There are 3 things you need to know about the Greek debt crisis:
1) Greece WILL default, period!
There is no way through any combination of austerity or more time that Greece in 20 lifetimes could ever pay back what they owe. In fact, their debt can only get bigger. The question is not if, but when will they default?
2) It’s going to be ugly!
No one is discussing the ramifications of Europe having to write off a Trillion Euros of Greek debt. How this will affect a soft European economy, a soft world economy and a soft U.S. economy could be profound.
3) Spain, Italy, and Portugal are next!
When Greece walks away from its crushing debt burden, it will pave the way for other countries in similar situations to do the same. How will THIS affect the world’s economies?
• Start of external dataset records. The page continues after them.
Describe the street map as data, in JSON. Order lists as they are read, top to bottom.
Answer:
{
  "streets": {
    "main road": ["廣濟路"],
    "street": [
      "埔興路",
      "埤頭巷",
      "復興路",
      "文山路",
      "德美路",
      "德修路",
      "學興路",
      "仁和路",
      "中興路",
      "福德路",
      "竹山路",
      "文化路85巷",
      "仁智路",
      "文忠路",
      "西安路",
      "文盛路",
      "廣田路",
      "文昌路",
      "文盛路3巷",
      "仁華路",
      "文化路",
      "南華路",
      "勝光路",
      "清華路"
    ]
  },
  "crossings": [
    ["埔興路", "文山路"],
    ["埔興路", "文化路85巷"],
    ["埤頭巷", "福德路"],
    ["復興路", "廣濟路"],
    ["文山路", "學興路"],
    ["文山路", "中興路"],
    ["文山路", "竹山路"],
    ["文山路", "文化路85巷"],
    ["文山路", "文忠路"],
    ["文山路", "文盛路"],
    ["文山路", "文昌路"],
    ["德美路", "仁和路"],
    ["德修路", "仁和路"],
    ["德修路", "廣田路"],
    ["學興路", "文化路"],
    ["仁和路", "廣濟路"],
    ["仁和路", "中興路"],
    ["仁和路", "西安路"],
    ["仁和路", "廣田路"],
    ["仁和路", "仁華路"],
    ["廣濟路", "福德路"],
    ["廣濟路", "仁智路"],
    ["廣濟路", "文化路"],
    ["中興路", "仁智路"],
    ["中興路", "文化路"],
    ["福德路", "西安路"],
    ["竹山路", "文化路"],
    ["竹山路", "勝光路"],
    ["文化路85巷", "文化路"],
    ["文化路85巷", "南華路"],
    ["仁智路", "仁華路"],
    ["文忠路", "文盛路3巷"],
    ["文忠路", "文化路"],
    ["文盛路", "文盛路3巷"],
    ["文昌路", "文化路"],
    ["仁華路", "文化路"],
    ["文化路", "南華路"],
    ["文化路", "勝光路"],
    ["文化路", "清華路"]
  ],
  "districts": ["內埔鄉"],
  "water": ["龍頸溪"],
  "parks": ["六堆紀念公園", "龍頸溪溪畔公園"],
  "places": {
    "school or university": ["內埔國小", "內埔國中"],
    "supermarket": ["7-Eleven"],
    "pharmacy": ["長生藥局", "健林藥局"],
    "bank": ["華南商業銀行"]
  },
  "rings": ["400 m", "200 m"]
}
See #2 above.
Ok, so what does this have to do with my 401-k?
If you are in your late 50’s to early ’60s, Greece is one more big reason to make sure your portfolio is positioned for retirement and doesn’t look like that of a 30-year-old. That means having a portion of your portfolio allocated to produce the income you’ll need to retire and also tightly controlling the risk on the rest of your portfolio.
If you are 5 to 10 years from retirement do this now. Our markets are extremely overpriced relative to a weak economy. When they correct, and we don’t know exactly when that will happen, you don’t want this to dramatically change your retirement plans. You don’t want to work years longer and you don’t want to have to count pennies and worry about retirement.
And don’t assume that you have a low-risk portfolio because you own some target-date funds, some “balanced” funds, or some bonds. When we perform risk analysis on new clients’ portfolios they are virtually always surprised at how much risk is in their accounts.
Here’s what you need to do now:
1) Get help to create a Game Plan for your coming retirement. Understand EXACTLY how much risk your portfolio has, how much your portfolio is costing you, and what the probability is of your money lasting through 20 to 30 years of unemployment (retirement).
2) Create the income you will need to retire as far as possible in advance, there are many income creation strategies that become much more powerful over time.
3) Manage the remainder of your portfolio first to control risk and THEN to maximize growth. Get help, this is not something you want to do by yourself. The stakes for the balance of your life are too high.